Nearly two decades ago, Leola Harris was convicted of killing a homeless man she’d befriended named Lennell Norris, who entered her residence and was shot shortly after. Since the 2001 murder, Harris has always maintained her innocence. Now, at 71 years old, with no prior criminal history and suffering from multiple life-threatening health issues, the elderly woman has been denied parole.
Last week, the Alabama Bureau of Pardons and Paroles decided against granting Harris freedom. She is confined to a wheelchair, dependent on dialysis and suffering from end-stage renal disease, among other concerns. In just six minutes, the board agreed she should continue serving her 35-year sentence, according to the Equal Justice Initiative. The organization added that during her time in confinement, she has proven to be a model citizen and poses no public threat. Unfortunately, Harris was not even allowed to attend her parole board hearing.
Felicia Hall-Grace, a registered nurse and case manager, testified on Harris’ behalf. The caretaker argued that the gravely ill woman would be better suited in a nursing home rather than the Alabama prison system. The Alabama Department of Corrections has even gone on record to say Harris has met the criteria for medical parole, however, board members remain unmoved. In a recent report by AP News, the outlet revealed 90 percent of eligible inmates were rejected last fiscal year — leaving Harris’ chances of making it out slim.
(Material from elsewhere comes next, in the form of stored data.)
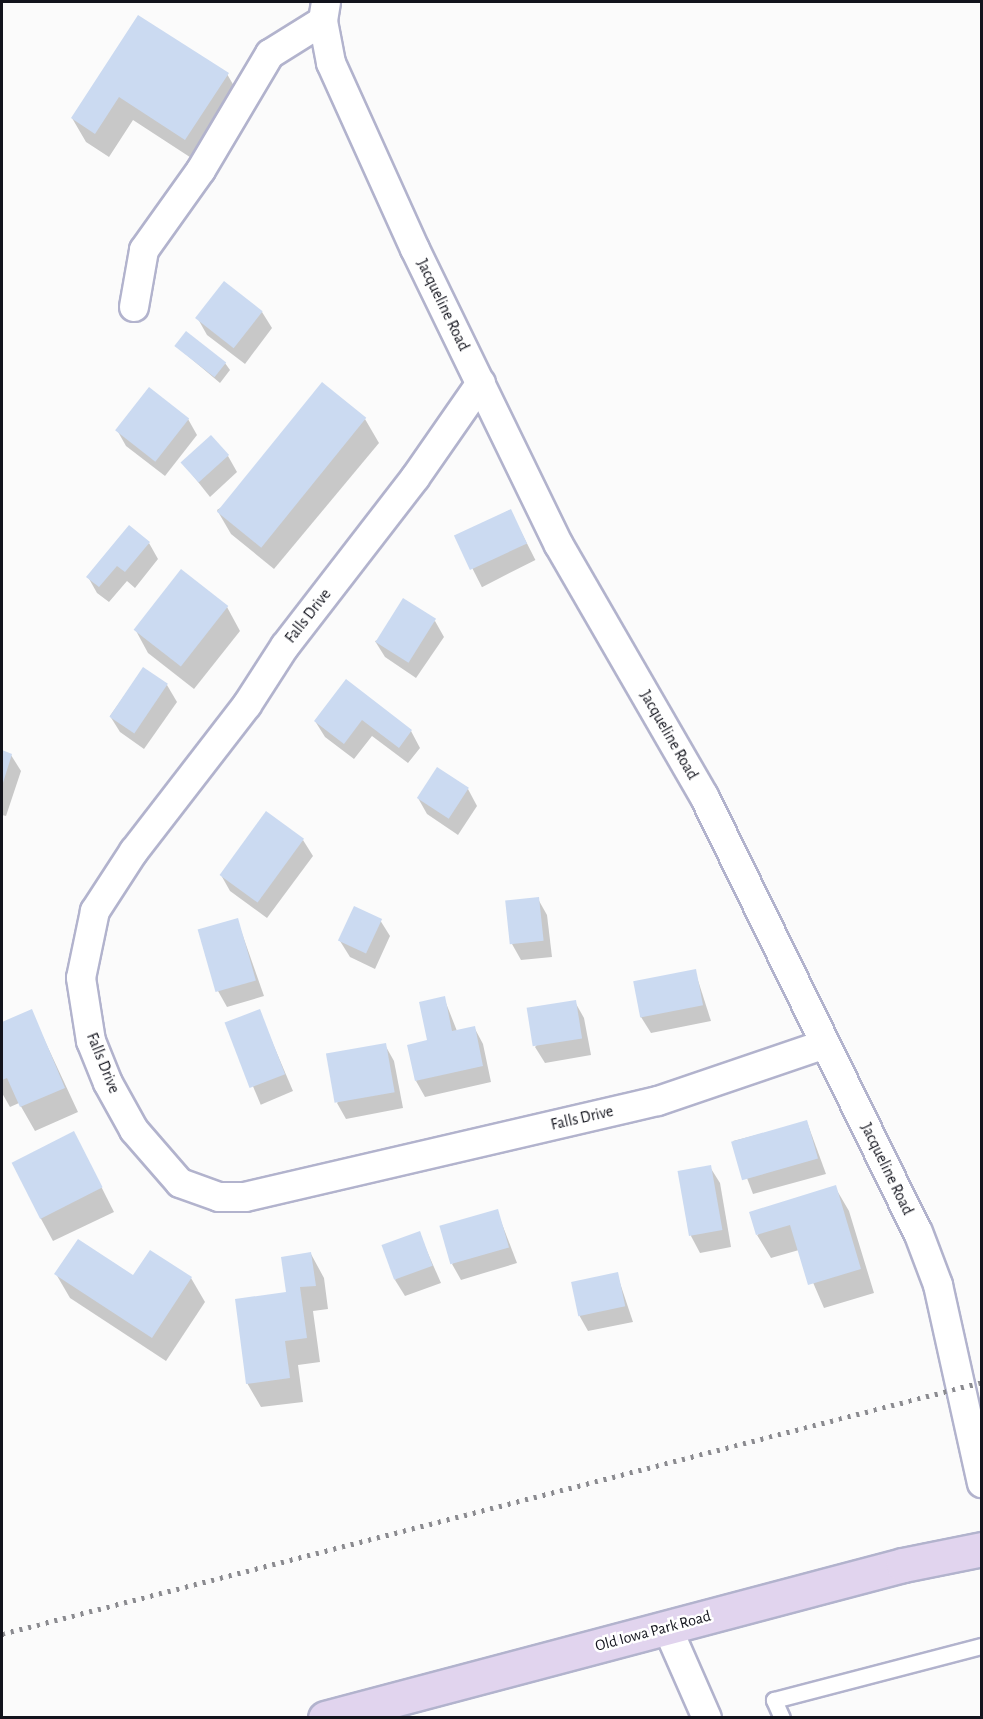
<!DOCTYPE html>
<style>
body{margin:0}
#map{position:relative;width:983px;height:1719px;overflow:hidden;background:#fbfbfb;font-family:"Alegreya Sans",sans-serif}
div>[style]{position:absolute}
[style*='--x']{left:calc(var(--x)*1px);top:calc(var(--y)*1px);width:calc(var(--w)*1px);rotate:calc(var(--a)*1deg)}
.shadow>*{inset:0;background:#0003;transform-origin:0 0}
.building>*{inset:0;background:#cbdaf1;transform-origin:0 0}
.roads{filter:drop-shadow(2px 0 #b2b3cd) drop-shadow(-2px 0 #b2b3cd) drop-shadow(0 2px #b2b3cd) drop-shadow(0 -2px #b2b3cd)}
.service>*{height:15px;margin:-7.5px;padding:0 7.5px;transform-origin:7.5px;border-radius:7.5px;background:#fff}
.minor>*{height:28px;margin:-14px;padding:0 14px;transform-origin:14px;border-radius:14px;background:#fff}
.secondary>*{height:33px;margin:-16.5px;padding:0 16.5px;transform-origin:16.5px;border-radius:16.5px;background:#e1d4ee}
.rail>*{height:4.5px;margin-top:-2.25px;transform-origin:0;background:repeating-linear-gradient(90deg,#8a8a8f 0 3px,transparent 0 9px)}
span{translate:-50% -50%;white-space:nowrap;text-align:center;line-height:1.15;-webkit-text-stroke:5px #fff;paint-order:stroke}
.street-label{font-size:16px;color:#12131c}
.frame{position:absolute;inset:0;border:3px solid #12131c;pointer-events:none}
</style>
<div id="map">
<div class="shadow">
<i style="clip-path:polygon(139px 17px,227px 74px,241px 98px,199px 163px,133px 120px,109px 157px,86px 142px,72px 118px)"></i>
<i style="clip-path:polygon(225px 284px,262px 312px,272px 328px,245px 364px,207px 335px,198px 319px)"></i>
<i style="clip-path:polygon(176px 346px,225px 363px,230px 370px,220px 383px)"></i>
<i style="clip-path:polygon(150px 389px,188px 419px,197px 435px,165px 476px,126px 446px,117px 430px)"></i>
<i style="clip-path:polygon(365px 419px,379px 443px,274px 569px,231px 534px,217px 510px)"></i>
<i style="clip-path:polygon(228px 456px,237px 472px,210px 497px,183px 463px)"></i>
<i style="left:510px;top:510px;width:56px;height:60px;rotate:63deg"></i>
<i style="clip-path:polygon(149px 543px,158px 559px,135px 588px,127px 581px,109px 602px,97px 593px,88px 577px)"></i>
<i style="clip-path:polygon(227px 607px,240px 631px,194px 689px,148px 653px,135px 629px)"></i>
<i style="clip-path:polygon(435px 621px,444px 637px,416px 678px,385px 657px,375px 641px)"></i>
<i style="clip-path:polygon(143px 669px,167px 685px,177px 702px,144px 749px,120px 732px,110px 716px)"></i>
<i style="clip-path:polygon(346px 682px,411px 731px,420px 748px,408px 763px,372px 736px,354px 759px,325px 737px,315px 721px)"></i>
<i style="clip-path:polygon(2px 752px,11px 755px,21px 771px,6px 816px,2px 815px)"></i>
<i style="clip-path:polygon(468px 789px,477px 806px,458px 835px,427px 814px,418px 798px)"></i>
<i style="clip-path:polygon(303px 840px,313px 856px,267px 918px,230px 891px,221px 875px)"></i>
<i style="clip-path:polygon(538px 899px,547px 915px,552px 957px,521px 960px,512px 944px)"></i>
<i style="clip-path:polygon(237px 919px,264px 996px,227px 1007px,218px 991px)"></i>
<i style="clip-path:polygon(380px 920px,390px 936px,375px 969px,350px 957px,340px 941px)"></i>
<i style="clip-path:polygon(695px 971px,711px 1021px,651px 1033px,641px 1017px)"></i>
<i style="clip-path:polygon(444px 998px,457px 1031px,474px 1027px,483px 1044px,491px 1082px,425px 1097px,416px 1081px)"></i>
<i style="clip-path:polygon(575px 1002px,584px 1018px,591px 1055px,545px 1063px,535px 1047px)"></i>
<i style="clip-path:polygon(31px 1011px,78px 1112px,35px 1131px,19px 1103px,10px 1107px,2px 1093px,2px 1024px)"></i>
<i style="left:259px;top:1011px;width:87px;height:35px;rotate:67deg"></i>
<i style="clip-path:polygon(385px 1045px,394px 1061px,403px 1108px,346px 1119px,337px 1103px)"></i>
<i style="clip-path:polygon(807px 1122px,826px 1174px,753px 1194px,733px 1141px)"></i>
<i style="clip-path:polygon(74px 1133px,114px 1212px,53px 1241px,40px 1217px)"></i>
<i style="clip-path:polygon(710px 1167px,720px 1183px,731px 1247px,700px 1253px,691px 1236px)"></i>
<i style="clip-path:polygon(835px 1187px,849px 1211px,874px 1293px,824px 1308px,799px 1250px,771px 1258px,757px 1235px)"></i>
<i style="clip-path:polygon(497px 1211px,517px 1263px,461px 1280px,452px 1264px)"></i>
<i style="clip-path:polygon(419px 1233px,441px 1283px,405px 1296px,395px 1280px)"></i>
<i style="clip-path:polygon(311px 1254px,324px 1278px,328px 1309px,313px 1311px,320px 1362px,298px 1365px,303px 1402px,261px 1407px,247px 1383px)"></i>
<i style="clip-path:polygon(56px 1274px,191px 1278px,205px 1302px,166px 1361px,70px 1298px)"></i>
<i style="clip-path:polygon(617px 1274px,633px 1322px,588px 1331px,579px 1315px)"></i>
</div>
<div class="building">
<i style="clip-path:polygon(138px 15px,229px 73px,185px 140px,119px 97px,95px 134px,71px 118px)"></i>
<i style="left:224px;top:281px;width:49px;height:47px;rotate:38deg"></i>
<i style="left:186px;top:331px;width:51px;height:19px;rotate:38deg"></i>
<i style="left:322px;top:382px;width:57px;height:167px;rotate:39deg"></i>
<i style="left:149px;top:387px;width:51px;height:55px;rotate:38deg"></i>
<i style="left:211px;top:435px;width:27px;height:41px;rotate:48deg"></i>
<i style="left:511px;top:509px;width:38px;height:63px;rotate:65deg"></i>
<i style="clip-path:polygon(129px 525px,150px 542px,125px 572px,117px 566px,99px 587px,86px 577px)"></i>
<i style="left:181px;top:569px;width:60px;height:77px;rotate:38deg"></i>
<i style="left:403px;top:598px;width:39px;height:52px;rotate:32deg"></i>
<i style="left:143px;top:667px;width:30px;height:60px;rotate:34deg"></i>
<i style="clip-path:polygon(346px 679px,412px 730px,399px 748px,362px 720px,344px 744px,314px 721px)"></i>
<i style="clip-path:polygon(2px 750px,12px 754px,2px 786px)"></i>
<i style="left:437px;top:767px;width:38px;height:37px;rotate:33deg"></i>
<i style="left:266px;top:811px;width:47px;height:79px;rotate:36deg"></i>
<i style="left:539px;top:897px;width:44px;height:34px;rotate:84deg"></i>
<i style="left:354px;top:906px;width:31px;height:38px;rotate:25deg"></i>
<i style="left:238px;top:918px;width:65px;height:42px;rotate:74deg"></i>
<i style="left:696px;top:969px;width:37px;height:64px;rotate:79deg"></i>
<i style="clip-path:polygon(445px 996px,452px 1031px,475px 1026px,483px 1066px,415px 1081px,407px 1045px,427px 1040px,419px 1002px)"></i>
<i style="left:576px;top:1000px;width:39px;height:50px;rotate:81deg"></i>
<i style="clip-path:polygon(32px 1009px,65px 1088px,20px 1107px,7px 1078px,2px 1080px,2px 1022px)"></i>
<i style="left:260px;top:1009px;width:70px;height:38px;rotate:69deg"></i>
<i style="left:386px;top:1043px;width:50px;height:61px;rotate:80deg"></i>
<i style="left:807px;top:1120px;width:40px;height:79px;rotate:74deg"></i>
<i style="left:74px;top:1131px;width:63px;height:70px;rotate:63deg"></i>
<i style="left:711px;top:1165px;width:66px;height:34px;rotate:80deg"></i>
<i style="clip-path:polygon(836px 1185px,861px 1269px,808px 1285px,790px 1225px,756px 1235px,749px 1212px)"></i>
<i style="left:498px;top:1209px;width:40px;height:61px;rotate:74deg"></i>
<i style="left:420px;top:1231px;width:37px;height:41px;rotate:70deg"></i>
<i style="clip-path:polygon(78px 1239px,133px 1275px,150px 1250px,192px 1277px,152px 1338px,54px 1274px)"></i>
<i style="clip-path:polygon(311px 1252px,316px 1286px,300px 1287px,307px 1338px,285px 1341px,290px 1378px,246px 1384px,235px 1299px,286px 1292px,281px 1257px)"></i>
<i style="left:618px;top:1272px;width:35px;height:48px;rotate:78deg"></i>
</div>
<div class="roads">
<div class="service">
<i style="--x:782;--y:1718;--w:20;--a:-114"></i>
<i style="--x:774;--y:1700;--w:215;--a:-14.6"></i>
</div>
<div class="minor">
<i style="--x:326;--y:2;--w:19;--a:99"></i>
<i style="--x:323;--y:21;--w:43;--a:79.2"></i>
<i style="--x:331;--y:63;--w:204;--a:65.7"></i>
<i style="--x:415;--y:249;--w:329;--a:64.1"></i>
<i style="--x:559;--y:545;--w:290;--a:60"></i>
<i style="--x:704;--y:796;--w:486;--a:63.9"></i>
<i style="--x:918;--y:1232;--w:57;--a:69.3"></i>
<i style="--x:938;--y:1285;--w:203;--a:77.5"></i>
<i style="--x:134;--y:307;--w:58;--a:-80"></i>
<i style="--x:144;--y:250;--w:98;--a:-54.5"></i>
<i style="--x:201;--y:170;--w:135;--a:-59.3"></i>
<i style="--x:270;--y:54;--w:62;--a:-31.9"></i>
<i style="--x:481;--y:383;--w:116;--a:124.8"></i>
<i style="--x:415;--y:478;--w:212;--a:127.7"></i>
<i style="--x:285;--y:646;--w:70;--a:122.8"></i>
<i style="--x:247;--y:705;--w:185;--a:127.7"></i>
<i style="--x:134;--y:851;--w:72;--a:123"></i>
<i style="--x:95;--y:911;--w:68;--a:101.8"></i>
<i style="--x:81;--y:978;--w:64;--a:81"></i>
<i style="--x:91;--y:1041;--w:45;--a:68"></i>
<i style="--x:108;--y:1083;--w:54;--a:61"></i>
<i style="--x:134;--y:1130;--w:70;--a:49"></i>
<i style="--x:180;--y:1183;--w:41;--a:19.7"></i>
<i style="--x:219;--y:1197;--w:26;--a:0"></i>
<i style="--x:245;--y:1197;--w:424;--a:-13.1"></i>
<i style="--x:658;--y:1101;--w:176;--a:-18.8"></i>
<i style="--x:667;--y:1627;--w:99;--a:66.3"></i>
</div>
<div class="secondary">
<i style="--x:325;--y:1718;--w:598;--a:-14.83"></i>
<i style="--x:903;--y:1565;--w:81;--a:-11.4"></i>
</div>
</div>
<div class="rail">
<i style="--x:2;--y:1634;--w:1012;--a:-14.42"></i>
</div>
<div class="street-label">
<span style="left:443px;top:305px;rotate:64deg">Jacqueline Road</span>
<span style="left:308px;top:616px;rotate:-52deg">Falls Drive</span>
<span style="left:669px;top:735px;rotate:60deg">Jacqueline Road</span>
<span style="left:103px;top:1063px;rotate:68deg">Falls Drive</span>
<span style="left:582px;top:1118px;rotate:-13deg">Falls Drive</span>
<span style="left:887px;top:1169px;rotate:64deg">Jacqueline Road</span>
<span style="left:653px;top:1631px;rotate:-15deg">Old Iowa Park Road</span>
</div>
<div class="frame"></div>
</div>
Former Alabama Chief Justice Sue Bell Cobb is now involved with Redemption Earned, who is representing Harris’ legal battles. “This denial is an injustice and a waste of tax dollars,” she said. Cobb continued, “They are supposed to ask if someone has been adequately punished. She’s 71 and has served 19 years without violations in 12 years. Then the next question is, ‘Do they pose a risk to public safety?’ The woman is in a wheelchair and cannot even go to the bathroom by herself. She’s dying and they just denied her parole. It is an injustice. It is shameful.”